I am exploring the possibility of keeping the structural mesh fixed in its reference frame, while still accounting for the rotor’s rotation by simply rotating the applied loads coming from the fluid solver.
This idea is based on a principle from finite element theory: as long as the relative positions between nodes remain constant (i.e., the mesh undergoes rigid-body motion such as a rotation or translation), the stiffness matrix does not change. Thus, by only updating the external load vector (e.g., rotating it appropriately each timestep), I could simulate structural response to a rotating flow field without physically rotating the structural mesh or recomputing the stiffness matrix.
My question is related to how preCICE handles the mapping of data between the solvers:
Does preCICE rely solely on spatial coordinates at every timestep to perform data mapping, or does it retain the correspondence between mesh nodes (e.g., via IDs) after the initial mapping?

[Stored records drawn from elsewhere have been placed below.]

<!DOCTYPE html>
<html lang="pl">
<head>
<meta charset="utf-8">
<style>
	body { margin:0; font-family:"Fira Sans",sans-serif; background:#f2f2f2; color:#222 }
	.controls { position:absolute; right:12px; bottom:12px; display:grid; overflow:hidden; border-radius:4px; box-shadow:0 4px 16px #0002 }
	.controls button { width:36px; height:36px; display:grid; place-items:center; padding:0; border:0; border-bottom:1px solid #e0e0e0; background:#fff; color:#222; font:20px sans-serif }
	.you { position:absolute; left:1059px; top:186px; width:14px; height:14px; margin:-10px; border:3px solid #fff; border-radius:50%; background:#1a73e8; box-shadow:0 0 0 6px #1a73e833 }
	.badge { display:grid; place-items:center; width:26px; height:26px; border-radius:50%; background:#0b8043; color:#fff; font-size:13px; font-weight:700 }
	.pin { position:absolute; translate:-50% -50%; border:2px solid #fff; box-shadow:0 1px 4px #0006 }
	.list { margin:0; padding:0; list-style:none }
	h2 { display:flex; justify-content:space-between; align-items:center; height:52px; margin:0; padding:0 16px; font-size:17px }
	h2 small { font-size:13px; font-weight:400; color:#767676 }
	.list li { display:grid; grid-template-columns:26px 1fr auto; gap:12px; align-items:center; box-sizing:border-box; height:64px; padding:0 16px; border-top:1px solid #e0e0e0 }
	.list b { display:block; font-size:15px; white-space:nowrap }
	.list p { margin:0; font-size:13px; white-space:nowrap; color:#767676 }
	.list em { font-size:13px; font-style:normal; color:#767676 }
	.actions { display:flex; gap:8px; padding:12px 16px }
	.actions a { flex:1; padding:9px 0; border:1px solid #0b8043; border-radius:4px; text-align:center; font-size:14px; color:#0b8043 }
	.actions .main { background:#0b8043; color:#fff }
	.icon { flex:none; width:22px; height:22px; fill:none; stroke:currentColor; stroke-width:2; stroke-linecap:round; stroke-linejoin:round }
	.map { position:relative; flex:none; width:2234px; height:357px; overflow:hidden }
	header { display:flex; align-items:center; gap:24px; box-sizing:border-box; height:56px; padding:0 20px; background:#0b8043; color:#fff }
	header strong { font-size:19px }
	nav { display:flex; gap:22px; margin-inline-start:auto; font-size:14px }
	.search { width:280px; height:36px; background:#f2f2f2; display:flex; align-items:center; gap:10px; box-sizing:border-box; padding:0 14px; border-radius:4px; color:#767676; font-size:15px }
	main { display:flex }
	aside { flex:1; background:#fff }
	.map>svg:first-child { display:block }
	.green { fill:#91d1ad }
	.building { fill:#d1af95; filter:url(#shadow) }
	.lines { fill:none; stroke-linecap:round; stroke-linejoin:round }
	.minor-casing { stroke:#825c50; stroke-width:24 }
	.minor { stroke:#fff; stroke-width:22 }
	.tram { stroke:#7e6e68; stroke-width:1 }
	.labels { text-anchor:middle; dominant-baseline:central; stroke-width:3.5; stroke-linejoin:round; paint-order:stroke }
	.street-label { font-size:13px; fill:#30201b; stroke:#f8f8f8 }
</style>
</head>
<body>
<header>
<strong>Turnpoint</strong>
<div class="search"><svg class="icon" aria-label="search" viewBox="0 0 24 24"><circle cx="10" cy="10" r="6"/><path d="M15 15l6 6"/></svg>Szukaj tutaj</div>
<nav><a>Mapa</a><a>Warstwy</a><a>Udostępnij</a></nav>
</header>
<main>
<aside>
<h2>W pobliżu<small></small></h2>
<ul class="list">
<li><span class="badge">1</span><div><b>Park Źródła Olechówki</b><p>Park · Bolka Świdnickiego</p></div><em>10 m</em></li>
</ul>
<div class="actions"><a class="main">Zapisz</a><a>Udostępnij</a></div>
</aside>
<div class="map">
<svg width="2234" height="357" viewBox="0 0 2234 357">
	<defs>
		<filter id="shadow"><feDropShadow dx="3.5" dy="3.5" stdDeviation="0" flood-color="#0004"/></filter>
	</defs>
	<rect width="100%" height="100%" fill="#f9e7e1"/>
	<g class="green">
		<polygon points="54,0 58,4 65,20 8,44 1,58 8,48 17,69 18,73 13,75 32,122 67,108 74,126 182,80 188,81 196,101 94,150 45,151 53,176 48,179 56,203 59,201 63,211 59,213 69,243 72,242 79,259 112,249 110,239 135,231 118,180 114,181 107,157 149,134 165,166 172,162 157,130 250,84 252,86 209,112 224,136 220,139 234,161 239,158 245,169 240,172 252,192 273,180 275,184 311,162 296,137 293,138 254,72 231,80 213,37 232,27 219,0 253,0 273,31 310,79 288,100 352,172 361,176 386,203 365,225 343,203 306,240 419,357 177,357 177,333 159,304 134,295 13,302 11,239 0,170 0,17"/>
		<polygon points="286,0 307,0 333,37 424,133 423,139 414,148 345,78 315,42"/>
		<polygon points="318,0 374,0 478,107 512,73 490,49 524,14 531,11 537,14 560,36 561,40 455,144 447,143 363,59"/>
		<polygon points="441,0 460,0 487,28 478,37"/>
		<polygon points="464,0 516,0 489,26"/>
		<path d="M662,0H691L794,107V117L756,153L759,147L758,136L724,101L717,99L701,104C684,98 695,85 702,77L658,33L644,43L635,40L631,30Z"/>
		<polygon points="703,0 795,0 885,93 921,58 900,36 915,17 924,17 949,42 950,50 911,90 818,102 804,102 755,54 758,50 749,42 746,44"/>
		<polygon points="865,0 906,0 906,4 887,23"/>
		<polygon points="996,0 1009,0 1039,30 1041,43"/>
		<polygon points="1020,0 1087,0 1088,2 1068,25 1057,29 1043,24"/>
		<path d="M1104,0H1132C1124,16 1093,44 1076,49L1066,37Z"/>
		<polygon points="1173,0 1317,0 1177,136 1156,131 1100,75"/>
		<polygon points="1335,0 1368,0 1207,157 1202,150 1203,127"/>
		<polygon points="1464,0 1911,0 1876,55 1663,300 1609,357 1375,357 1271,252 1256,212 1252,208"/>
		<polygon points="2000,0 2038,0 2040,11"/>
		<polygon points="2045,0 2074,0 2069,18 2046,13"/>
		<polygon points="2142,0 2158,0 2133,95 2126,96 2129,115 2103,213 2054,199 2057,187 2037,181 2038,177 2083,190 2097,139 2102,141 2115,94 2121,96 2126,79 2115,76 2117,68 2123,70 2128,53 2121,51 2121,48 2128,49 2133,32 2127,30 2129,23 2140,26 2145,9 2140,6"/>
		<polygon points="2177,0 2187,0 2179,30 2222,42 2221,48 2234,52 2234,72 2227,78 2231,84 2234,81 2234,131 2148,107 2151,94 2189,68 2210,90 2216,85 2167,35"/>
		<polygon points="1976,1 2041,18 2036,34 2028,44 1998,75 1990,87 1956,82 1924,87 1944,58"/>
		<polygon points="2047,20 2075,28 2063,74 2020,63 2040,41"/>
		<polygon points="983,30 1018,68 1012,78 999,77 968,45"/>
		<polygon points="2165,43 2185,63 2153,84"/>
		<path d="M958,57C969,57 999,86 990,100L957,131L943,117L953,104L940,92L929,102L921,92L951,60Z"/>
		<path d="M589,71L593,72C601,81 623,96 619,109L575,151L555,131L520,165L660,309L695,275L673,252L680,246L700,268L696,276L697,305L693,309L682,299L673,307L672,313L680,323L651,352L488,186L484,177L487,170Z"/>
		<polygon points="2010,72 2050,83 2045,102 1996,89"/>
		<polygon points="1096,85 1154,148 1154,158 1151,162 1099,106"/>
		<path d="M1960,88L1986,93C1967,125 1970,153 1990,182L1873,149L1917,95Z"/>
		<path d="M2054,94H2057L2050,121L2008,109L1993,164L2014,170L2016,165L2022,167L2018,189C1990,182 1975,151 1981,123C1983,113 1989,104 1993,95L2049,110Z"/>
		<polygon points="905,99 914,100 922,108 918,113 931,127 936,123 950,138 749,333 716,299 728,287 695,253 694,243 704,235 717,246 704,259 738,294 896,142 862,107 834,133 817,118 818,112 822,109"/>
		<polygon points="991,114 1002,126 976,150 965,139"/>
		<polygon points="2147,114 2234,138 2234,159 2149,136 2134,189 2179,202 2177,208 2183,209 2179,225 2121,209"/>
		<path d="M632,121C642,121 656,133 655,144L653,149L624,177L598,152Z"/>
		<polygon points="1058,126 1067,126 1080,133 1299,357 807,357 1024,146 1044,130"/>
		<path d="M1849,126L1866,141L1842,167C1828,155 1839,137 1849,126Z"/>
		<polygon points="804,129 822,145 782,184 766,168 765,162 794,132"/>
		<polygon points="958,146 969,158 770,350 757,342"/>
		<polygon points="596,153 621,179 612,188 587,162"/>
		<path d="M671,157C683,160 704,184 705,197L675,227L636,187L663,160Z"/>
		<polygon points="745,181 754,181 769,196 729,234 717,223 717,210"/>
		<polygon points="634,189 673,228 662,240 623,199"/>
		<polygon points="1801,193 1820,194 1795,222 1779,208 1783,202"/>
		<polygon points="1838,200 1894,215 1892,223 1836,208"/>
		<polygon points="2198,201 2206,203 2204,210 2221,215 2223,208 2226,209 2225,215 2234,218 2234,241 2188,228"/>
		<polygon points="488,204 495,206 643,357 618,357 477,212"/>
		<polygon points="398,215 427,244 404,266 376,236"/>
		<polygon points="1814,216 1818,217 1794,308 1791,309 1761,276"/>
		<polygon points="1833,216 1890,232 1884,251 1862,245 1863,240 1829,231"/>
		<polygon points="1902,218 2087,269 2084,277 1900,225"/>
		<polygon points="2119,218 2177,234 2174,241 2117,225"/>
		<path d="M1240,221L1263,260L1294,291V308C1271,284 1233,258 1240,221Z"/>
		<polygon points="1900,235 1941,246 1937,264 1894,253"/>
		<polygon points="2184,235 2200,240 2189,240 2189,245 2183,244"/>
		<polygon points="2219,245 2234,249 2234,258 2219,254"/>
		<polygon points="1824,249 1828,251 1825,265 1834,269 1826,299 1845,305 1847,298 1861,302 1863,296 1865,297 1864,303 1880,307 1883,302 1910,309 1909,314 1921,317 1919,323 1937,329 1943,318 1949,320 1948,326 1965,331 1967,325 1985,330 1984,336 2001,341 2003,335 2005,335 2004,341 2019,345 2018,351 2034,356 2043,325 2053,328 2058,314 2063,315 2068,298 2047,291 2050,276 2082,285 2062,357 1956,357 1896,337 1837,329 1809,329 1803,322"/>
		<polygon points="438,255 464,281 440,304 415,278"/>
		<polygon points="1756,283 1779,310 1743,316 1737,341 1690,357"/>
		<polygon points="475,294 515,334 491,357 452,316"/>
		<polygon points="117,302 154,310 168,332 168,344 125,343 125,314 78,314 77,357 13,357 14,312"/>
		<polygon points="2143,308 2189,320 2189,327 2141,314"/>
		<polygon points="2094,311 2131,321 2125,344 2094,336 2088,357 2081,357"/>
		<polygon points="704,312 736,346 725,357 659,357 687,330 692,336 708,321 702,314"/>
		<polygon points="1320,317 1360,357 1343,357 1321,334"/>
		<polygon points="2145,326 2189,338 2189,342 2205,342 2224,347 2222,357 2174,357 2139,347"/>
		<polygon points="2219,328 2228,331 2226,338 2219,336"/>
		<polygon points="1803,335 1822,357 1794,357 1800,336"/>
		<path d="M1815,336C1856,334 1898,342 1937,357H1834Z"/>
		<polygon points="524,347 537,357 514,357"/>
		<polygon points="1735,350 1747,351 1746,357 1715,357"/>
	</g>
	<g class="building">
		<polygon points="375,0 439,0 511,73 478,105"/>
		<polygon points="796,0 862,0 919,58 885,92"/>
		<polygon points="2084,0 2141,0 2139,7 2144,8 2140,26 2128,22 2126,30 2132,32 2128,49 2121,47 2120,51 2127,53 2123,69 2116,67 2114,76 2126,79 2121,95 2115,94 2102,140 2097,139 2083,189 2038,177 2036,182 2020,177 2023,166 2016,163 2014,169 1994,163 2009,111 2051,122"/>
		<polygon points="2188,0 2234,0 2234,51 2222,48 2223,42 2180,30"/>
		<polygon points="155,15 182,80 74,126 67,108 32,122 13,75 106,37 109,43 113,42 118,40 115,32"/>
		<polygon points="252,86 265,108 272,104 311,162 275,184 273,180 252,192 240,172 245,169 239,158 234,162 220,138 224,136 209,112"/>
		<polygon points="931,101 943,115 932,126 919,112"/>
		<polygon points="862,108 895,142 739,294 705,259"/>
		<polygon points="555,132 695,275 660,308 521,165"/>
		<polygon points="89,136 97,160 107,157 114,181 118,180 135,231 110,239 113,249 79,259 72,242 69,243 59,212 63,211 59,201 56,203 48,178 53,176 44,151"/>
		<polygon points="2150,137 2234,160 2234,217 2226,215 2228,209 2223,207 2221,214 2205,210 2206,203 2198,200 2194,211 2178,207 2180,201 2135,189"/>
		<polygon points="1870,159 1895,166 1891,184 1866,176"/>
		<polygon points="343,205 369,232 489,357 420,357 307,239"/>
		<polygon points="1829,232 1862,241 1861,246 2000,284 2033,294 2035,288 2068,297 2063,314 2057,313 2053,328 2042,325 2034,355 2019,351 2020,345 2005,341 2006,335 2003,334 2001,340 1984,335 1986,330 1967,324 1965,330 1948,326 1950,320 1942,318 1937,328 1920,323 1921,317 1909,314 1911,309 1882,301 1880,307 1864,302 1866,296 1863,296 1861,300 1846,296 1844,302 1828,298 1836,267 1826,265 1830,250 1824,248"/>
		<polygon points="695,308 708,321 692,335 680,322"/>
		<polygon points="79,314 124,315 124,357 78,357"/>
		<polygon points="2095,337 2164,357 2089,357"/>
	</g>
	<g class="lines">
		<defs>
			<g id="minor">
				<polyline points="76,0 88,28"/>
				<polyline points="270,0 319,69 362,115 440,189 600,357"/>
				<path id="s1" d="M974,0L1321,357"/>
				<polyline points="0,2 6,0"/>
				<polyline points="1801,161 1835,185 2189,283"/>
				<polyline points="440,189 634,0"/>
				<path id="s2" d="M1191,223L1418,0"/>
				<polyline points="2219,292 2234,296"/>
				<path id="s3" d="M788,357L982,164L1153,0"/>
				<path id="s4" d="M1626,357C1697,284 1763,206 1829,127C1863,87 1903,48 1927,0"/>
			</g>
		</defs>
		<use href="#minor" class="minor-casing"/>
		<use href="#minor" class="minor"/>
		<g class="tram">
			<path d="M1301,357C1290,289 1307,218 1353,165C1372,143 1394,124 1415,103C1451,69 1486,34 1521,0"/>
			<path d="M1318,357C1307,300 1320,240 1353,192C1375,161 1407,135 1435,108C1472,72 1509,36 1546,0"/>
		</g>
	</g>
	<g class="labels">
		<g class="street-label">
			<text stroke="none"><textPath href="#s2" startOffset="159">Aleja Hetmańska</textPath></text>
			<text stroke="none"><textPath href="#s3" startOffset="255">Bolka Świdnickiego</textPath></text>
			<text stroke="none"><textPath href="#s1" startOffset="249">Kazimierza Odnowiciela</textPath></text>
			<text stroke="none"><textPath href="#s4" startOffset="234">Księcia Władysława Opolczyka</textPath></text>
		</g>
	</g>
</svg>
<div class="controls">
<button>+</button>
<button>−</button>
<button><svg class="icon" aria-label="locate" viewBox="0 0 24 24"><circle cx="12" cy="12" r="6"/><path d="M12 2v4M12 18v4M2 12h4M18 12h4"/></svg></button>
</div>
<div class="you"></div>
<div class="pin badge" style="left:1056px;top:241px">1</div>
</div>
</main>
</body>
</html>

In other words, suppose that in timestep 0 both meshes (fluid and structure) are aligned in space, so preCICE performs a mapping and establishes a set of node correspondences. Then, in timestep 1, if the fluid mesh has rotated but the structural mesh remains fixed, would preCICE re-map based on the new spatial positions, or would it reuse the initial correspondence?
Understanding this would help me decide whether I can implement this rigid-body motion approach on the structural side, without physically rotating the mesh.
I am currently using a custom FEM solver, but I would also consider using CalculiX if such a synchronization strategy were possible.